Dataset entries

----------

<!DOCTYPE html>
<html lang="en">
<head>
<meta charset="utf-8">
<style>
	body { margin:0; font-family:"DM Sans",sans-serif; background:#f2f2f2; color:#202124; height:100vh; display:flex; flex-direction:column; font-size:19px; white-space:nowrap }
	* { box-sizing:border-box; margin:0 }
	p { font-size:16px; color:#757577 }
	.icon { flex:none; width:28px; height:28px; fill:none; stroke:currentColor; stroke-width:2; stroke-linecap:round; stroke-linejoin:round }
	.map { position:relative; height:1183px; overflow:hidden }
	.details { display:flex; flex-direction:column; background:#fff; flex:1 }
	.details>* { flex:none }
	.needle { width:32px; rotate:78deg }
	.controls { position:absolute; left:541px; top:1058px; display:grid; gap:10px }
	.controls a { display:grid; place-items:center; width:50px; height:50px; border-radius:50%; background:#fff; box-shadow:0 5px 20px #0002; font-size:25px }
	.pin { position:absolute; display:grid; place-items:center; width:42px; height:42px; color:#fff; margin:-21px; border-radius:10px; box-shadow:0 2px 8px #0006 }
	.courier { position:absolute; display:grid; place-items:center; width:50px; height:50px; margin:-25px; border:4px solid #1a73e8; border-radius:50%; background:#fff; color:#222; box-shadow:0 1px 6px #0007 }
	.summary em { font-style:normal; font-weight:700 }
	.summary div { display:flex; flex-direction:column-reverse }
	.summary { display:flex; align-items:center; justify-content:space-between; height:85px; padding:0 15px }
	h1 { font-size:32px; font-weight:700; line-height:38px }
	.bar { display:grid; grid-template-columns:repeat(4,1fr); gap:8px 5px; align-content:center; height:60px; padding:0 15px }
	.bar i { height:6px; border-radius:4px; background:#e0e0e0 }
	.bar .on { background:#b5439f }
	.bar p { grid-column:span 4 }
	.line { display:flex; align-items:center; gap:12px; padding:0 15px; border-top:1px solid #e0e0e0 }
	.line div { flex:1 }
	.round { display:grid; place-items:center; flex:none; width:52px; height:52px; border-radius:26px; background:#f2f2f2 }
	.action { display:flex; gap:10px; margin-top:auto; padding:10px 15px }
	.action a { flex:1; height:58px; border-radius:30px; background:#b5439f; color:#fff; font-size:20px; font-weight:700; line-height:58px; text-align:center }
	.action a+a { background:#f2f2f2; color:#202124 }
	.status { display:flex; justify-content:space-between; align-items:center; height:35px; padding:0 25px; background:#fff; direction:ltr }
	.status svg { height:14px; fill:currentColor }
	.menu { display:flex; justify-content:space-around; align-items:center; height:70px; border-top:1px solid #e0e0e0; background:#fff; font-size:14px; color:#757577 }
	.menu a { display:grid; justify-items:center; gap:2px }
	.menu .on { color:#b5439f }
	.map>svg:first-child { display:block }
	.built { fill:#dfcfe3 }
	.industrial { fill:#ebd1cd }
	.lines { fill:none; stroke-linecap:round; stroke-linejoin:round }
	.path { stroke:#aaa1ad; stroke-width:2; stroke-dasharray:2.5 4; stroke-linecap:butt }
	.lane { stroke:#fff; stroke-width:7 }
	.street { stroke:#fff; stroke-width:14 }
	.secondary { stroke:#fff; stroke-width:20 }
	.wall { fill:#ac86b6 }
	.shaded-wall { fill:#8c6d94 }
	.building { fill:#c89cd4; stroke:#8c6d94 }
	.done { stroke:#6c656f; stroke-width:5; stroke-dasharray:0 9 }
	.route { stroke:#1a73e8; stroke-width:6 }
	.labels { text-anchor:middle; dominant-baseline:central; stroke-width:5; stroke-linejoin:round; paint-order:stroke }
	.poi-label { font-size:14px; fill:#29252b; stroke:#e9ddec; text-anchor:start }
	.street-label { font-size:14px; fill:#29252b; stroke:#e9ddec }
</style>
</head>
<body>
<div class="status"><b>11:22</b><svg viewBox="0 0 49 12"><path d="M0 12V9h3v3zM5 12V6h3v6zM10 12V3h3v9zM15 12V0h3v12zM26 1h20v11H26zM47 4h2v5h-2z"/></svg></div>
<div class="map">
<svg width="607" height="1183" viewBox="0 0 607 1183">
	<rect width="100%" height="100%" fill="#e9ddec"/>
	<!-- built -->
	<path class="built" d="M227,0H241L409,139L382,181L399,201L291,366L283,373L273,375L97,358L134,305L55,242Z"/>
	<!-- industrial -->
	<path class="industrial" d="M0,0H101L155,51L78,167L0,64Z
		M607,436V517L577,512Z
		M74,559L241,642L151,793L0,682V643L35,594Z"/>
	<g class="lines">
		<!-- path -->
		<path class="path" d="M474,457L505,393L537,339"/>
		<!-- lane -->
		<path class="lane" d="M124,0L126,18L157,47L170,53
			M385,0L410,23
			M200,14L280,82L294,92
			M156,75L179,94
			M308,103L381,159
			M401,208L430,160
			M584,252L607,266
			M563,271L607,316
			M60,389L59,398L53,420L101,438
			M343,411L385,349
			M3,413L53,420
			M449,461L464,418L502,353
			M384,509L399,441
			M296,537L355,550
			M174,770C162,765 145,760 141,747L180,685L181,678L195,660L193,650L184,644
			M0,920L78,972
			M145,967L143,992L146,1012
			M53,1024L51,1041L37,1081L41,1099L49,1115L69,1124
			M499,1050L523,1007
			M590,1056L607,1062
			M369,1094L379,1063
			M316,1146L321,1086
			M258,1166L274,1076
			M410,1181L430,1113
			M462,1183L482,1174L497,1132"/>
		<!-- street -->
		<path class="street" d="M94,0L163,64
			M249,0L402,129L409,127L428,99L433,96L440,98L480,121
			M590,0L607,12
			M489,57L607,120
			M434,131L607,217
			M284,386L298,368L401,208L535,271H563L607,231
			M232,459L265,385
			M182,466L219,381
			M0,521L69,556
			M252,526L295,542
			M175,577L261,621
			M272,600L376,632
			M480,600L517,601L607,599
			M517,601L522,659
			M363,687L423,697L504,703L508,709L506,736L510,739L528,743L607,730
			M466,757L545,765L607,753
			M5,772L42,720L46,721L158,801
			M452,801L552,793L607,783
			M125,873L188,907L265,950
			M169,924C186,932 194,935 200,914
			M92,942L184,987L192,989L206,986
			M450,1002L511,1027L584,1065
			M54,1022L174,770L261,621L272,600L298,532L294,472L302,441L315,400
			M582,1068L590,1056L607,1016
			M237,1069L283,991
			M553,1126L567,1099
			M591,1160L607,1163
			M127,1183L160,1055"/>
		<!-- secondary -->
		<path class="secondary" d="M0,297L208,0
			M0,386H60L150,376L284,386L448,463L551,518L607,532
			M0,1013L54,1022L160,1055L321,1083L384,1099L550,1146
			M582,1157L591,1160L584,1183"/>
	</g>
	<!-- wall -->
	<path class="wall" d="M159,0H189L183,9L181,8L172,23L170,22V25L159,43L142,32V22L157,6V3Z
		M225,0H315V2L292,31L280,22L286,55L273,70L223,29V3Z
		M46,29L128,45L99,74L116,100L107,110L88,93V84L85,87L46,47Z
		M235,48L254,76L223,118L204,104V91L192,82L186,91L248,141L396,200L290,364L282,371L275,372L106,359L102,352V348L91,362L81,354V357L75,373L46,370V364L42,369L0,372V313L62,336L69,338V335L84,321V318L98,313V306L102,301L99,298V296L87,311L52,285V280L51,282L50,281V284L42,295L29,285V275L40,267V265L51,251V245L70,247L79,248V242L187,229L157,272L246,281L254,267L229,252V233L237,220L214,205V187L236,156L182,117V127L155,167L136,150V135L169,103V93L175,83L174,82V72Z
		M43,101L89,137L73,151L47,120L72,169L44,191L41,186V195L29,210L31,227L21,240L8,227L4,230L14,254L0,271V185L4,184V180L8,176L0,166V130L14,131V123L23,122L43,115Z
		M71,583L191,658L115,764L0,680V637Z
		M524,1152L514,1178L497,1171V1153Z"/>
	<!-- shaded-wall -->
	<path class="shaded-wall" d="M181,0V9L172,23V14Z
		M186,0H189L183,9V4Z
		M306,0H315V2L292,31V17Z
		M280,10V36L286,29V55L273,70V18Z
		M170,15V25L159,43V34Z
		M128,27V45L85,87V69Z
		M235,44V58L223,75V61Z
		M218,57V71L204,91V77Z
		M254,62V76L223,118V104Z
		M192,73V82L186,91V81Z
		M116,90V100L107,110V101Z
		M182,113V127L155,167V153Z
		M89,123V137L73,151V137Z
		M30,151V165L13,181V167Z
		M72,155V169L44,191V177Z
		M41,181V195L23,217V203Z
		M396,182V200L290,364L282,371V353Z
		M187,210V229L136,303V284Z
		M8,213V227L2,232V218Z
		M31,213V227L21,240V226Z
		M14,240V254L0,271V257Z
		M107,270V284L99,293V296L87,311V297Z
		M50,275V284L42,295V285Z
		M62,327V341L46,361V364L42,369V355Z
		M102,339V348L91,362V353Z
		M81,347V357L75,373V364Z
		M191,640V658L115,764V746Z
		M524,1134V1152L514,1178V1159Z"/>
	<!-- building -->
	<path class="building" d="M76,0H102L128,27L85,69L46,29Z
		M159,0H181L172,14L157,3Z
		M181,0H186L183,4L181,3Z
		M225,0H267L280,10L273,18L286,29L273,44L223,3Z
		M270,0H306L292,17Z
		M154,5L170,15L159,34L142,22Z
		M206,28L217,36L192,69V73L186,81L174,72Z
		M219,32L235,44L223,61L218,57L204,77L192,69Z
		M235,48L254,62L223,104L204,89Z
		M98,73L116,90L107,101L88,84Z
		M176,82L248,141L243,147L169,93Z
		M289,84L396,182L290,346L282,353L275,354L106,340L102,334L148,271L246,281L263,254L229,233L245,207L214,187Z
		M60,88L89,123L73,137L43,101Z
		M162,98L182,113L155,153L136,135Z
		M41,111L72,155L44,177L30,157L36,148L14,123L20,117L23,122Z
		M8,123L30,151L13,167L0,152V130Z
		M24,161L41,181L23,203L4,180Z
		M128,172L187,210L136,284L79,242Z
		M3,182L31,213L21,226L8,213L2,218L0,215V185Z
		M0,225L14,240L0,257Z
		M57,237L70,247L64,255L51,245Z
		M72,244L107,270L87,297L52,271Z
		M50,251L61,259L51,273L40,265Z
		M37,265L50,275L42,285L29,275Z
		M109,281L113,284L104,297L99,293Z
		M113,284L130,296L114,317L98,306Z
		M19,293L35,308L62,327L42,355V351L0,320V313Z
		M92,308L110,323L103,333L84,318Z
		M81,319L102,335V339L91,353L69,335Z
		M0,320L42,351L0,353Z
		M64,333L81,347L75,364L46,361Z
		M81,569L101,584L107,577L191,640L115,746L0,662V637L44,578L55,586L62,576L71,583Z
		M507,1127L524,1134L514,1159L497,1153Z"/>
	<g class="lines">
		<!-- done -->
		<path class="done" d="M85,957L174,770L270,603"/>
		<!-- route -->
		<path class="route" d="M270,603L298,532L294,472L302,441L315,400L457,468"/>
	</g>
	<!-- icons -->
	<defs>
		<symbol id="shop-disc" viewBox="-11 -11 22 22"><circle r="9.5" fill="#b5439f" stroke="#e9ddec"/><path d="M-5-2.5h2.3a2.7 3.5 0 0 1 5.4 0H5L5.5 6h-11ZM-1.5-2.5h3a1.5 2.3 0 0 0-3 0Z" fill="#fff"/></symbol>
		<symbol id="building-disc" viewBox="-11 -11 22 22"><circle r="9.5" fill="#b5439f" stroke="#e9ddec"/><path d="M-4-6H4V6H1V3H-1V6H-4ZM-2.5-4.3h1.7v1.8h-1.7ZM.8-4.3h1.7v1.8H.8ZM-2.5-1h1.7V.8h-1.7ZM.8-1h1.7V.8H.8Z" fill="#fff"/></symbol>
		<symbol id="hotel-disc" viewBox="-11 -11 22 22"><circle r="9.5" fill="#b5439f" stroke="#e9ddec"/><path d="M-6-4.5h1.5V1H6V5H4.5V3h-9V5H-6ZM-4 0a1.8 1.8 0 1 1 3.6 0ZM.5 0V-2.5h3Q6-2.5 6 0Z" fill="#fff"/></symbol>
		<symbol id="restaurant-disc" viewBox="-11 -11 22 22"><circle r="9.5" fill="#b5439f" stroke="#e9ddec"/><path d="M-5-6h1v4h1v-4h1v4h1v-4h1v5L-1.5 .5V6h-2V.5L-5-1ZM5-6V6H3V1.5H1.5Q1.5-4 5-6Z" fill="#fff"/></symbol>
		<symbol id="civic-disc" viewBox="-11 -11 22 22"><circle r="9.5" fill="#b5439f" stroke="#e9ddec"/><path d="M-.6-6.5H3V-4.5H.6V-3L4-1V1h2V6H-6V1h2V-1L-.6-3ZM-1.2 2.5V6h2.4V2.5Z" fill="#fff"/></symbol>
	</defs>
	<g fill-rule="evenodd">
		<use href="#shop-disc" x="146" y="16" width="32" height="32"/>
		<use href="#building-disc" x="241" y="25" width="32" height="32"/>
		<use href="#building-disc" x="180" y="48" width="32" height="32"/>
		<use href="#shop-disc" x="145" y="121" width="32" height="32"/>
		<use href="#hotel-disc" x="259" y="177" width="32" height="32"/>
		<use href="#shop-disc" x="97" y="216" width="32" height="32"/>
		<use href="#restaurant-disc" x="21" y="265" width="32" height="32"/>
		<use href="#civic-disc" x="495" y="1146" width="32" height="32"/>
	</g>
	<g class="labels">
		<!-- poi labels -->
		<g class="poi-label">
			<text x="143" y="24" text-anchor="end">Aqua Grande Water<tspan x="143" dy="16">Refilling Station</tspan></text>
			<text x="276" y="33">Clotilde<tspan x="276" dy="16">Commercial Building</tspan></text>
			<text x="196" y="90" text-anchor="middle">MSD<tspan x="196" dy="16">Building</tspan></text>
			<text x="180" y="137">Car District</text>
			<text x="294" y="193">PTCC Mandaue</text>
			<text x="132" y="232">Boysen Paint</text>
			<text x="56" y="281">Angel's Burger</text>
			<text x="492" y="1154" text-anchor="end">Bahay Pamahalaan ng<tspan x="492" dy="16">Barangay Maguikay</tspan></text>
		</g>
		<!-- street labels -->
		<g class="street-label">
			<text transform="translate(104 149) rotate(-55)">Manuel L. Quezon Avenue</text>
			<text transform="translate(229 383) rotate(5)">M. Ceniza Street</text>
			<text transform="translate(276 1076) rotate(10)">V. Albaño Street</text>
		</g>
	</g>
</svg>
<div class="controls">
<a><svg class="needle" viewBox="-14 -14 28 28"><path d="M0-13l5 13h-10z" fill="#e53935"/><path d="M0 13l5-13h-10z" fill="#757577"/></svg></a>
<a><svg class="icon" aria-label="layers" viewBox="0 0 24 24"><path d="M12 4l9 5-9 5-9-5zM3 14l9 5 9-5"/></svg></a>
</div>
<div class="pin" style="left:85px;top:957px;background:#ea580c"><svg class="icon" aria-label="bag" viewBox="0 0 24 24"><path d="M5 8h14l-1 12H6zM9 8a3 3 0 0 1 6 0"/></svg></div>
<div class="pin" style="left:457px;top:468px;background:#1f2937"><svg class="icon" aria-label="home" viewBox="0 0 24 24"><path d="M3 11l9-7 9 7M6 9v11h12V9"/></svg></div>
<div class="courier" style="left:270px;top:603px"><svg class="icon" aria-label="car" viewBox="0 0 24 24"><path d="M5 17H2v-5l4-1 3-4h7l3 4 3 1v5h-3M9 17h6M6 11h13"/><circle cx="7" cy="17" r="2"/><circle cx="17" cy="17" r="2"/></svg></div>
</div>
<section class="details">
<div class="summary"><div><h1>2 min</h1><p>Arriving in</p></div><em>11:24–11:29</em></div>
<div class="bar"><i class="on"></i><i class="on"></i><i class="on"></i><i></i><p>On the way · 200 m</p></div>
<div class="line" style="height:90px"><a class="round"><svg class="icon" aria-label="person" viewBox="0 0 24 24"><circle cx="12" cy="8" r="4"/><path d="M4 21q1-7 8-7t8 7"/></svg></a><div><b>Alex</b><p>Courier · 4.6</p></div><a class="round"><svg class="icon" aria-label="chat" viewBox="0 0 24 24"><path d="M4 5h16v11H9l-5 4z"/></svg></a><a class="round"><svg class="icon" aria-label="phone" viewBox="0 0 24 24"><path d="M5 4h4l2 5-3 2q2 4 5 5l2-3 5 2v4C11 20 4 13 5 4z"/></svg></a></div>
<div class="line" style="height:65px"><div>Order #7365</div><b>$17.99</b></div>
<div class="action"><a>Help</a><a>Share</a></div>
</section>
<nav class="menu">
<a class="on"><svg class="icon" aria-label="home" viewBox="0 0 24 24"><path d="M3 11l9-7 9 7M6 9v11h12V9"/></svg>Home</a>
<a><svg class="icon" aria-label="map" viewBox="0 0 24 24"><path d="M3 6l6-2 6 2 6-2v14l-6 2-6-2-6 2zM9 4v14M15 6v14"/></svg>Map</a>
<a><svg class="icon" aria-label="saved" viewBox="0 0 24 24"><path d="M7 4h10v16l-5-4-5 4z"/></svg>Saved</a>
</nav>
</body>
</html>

----------

* _PROBLEM DESCRIPTION_
The first line of the entries, the line with "width:50px; height:50px; border-radius:50%;", and every line between them should be retyped exactly, and nothing else.

* _WRITTEN RESPONSE_
<!DOCTYPE html>
<html lang="en">
<head>
<meta charset="utf-8">
<style>
	body { margin:0; font-family:"DM Sans",sans-serif; background:#f2f2f2; color:#202124; height:100vh; display:flex; flex-direction:column; font-size:19px; white-space:nowrap }
	* { box-sizing:border-box; margin:0 }
	p { font-size:16px; color:#757577 }
	.icon { flex:none; width:28px; height:28px; fill:none; stroke:currentColor; stroke-width:2; stroke-linecap:round; stroke-linejoin:round }
	.map { position:relative; height:1183px; overflow:hidden }
	.details { display:flex; flex-direction:column; background:#fff; flex:1 }
	.details>* { flex:none }
	.needle { width:32px; rotate:78deg }
	.controls { position:absolute; left:541px; top:1058px; display:grid; gap:10px }
	.controls a { display:grid; place-items:center; width:50px; height:50px; border-radius:50%; background:#fff; box-shadow:0 5px 20px #0002; font-size:25px }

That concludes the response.